The once strong Norwegian economy is heading for a sharp downturn driven by a declining housing market, while Denmark is gaining momentum after several years of housing market crisis. While benefiting from domestic tailwinds Sweden has faced problems in its export markets, but now better times are ahead as activity internationally picks up. Finland is struggling with huge growth problems overall. These are the main findings from a new report from Nordea, led by the bank’s global chief economist, Helge J. Pedersen.
Nordea’s economists expect the Nordic economies combined to grow by 0.8% this year, rising to 1.6% in 2014 and 1.8% in 2015. This is well ahead of the Euro-zone economy, which will contract by 0.4% this year and only expand by 1% in 2014 and 1.5% in 2015.
The Nordea economists have sharply revised down their growth forecast for Norway since September. There are clear signs of a turnaround in the housing market, with declining house prices in both 2014 and 2015 contributing to a sharp drop in housing construction. And oil investment is about to peak. Declining house prices, lower income growth and mounting economic uncertainty will affect consumer spending, which is already showing lower-than-expected growth this year. But two rate cuts and a potential substantial increase in oil revenue spending should dampen the downturn.
The Danish economy is shifting gears driven by improved business cycles abroad and gradually rising domestic demand. Nordea’s economists expect growth to be sufficiently strong to trigger a turnaround in the labour market next year. The housing market, the Achilles’ heel of the economy over the past years, is stabilising, and home prices are expected to gradually rise.
Growth in the Swedish economy has remained weak in 2013. Domestic consumption is growing at a decent pace, but exports have not started to pick up mainly due to weakness among European economies. The economy will gain momentum in 2014, when exports contribute to growth as global demand improves. In election year 2014 the domestic economy is stimulated by an expansionary economic policy mainly benefitting households. Investment activity will pick up as production rises.
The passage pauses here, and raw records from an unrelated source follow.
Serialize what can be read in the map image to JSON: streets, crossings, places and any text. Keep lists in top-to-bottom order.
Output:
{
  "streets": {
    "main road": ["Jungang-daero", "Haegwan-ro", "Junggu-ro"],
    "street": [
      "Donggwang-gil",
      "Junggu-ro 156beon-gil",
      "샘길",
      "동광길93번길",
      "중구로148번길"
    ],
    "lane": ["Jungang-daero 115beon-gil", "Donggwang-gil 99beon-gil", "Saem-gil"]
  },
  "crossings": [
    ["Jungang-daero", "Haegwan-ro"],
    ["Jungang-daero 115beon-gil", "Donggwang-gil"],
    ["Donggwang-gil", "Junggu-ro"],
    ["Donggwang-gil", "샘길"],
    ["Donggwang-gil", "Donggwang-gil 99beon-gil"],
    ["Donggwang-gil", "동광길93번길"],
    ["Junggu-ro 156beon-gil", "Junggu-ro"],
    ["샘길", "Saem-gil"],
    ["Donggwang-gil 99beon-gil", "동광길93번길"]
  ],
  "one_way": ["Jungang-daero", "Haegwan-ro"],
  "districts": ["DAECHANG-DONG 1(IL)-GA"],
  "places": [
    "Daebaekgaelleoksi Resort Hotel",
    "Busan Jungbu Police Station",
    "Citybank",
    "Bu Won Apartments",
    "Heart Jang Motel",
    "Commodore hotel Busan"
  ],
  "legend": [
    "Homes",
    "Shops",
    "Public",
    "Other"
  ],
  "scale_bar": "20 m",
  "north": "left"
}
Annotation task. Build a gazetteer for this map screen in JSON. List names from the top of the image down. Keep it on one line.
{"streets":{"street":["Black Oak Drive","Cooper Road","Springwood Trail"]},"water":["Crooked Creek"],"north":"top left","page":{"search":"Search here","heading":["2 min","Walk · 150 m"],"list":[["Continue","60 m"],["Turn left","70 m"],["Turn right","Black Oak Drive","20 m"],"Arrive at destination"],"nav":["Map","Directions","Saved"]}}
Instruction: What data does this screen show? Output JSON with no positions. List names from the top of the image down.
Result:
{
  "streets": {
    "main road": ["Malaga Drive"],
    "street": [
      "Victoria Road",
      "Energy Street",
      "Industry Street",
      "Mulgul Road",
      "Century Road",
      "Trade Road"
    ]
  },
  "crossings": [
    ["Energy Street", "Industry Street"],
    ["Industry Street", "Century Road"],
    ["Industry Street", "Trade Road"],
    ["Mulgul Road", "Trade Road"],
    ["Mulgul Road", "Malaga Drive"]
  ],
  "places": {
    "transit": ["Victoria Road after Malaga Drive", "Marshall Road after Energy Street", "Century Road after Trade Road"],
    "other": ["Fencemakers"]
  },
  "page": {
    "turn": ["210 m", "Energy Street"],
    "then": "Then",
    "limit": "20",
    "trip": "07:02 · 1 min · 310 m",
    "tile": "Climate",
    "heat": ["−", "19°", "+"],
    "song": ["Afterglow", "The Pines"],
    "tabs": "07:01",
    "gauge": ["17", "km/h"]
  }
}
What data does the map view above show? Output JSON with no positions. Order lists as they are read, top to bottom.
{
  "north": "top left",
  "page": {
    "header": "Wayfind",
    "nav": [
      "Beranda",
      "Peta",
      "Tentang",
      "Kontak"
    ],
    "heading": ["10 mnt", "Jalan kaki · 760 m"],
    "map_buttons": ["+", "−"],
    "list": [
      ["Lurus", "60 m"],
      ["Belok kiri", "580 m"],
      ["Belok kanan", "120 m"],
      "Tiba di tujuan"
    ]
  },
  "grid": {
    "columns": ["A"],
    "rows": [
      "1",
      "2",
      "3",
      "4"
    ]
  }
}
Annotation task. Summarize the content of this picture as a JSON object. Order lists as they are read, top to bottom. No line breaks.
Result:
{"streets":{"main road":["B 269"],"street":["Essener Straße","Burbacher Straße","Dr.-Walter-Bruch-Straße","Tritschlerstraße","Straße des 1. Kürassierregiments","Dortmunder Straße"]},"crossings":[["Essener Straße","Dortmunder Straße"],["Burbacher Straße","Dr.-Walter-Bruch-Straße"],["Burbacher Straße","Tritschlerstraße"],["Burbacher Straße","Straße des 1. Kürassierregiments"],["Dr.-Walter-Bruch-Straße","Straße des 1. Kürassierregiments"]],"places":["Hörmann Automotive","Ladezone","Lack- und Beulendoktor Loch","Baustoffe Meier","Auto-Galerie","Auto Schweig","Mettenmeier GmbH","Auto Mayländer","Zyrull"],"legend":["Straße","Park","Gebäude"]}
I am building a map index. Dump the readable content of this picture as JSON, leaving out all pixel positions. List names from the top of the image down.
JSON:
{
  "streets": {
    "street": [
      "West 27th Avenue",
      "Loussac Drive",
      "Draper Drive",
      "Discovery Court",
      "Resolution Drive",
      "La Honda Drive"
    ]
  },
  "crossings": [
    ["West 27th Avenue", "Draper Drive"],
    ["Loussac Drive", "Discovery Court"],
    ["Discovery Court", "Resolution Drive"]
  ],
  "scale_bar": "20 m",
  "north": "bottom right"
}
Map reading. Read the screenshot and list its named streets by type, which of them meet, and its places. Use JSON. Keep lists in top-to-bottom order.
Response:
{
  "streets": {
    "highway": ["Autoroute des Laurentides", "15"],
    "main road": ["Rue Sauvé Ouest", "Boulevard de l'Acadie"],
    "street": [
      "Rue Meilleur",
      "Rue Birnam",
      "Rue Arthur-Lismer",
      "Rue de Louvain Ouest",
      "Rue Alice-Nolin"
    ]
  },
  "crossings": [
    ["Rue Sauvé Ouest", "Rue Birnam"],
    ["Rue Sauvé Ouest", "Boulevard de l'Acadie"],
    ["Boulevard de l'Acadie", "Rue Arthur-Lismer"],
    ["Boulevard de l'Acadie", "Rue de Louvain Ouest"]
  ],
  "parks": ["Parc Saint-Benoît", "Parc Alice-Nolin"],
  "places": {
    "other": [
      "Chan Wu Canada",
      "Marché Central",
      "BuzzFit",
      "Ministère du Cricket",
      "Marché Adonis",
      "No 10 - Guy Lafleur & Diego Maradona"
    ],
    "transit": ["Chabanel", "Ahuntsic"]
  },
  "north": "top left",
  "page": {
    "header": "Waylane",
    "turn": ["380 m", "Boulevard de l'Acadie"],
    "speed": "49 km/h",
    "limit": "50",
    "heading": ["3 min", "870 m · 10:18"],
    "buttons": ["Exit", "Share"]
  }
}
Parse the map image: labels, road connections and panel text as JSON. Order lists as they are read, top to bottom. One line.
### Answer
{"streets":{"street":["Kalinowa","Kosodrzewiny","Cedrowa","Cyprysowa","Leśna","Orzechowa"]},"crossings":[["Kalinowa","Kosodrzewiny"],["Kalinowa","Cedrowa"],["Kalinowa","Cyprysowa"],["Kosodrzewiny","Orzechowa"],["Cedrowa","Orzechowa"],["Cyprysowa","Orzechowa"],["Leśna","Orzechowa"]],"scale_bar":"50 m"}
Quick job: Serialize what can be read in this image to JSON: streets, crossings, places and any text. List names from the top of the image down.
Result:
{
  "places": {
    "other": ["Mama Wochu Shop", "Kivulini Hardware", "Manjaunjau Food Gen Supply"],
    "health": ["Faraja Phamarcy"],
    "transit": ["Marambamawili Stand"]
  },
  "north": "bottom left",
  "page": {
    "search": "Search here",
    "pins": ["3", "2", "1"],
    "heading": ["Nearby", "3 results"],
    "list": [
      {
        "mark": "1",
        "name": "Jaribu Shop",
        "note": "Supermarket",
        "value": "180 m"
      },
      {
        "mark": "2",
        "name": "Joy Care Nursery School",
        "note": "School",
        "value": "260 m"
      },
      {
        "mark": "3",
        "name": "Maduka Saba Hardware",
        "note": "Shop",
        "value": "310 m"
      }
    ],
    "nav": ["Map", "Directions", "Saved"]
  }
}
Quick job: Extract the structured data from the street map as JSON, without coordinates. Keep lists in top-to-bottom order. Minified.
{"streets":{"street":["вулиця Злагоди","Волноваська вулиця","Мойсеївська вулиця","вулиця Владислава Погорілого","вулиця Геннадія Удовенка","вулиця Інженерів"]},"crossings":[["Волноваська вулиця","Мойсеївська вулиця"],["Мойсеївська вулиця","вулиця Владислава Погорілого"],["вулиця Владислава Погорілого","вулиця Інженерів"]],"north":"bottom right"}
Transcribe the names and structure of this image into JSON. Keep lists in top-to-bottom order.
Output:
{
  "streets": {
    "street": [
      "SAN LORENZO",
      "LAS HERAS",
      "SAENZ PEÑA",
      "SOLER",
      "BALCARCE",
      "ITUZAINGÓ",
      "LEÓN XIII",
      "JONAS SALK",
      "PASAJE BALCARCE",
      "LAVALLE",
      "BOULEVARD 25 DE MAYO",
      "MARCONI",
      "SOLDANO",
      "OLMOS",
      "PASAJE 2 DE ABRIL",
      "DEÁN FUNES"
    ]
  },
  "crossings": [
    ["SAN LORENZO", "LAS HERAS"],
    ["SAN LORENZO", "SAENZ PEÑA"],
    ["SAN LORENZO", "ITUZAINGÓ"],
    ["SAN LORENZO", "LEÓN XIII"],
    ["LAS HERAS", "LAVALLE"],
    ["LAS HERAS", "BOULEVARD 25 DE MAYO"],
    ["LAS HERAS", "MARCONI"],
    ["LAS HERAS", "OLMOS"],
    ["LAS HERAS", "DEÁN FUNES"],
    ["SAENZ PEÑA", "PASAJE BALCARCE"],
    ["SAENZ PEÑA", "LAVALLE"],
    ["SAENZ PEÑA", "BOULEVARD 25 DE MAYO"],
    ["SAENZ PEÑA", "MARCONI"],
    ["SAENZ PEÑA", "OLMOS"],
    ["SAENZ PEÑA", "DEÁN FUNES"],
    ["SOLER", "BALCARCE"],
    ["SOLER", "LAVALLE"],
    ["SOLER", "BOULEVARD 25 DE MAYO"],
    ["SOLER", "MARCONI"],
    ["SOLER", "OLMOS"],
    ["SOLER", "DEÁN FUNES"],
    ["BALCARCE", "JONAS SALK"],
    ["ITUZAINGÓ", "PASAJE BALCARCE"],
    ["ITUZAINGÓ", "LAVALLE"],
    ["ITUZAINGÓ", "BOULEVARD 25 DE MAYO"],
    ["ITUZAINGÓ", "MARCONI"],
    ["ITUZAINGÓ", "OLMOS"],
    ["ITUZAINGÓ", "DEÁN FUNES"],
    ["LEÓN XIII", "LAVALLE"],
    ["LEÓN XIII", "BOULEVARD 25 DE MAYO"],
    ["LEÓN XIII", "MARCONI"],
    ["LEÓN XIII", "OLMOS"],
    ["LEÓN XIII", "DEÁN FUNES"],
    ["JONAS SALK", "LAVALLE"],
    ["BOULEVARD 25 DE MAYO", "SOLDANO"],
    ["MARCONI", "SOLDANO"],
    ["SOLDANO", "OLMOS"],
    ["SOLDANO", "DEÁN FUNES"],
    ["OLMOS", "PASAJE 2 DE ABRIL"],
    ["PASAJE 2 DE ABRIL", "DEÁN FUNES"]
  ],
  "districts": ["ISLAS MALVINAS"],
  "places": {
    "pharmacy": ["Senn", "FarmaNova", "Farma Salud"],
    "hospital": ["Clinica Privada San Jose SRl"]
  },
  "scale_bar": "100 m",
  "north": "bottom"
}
Rising leading indicators and improving fundamentals globally are not yet reflected in Finnish data and the economists have revised down their forecast for Finland substantially. After a contraction this year the economists expect the economy to expand gradually over the coming years with exports leading the way. Domestically low growth implies moderate inflation and weakness in employment, household consumption, investment and public finances. The increase in unemployment is curtailed by a simultaneous decline in the labour force.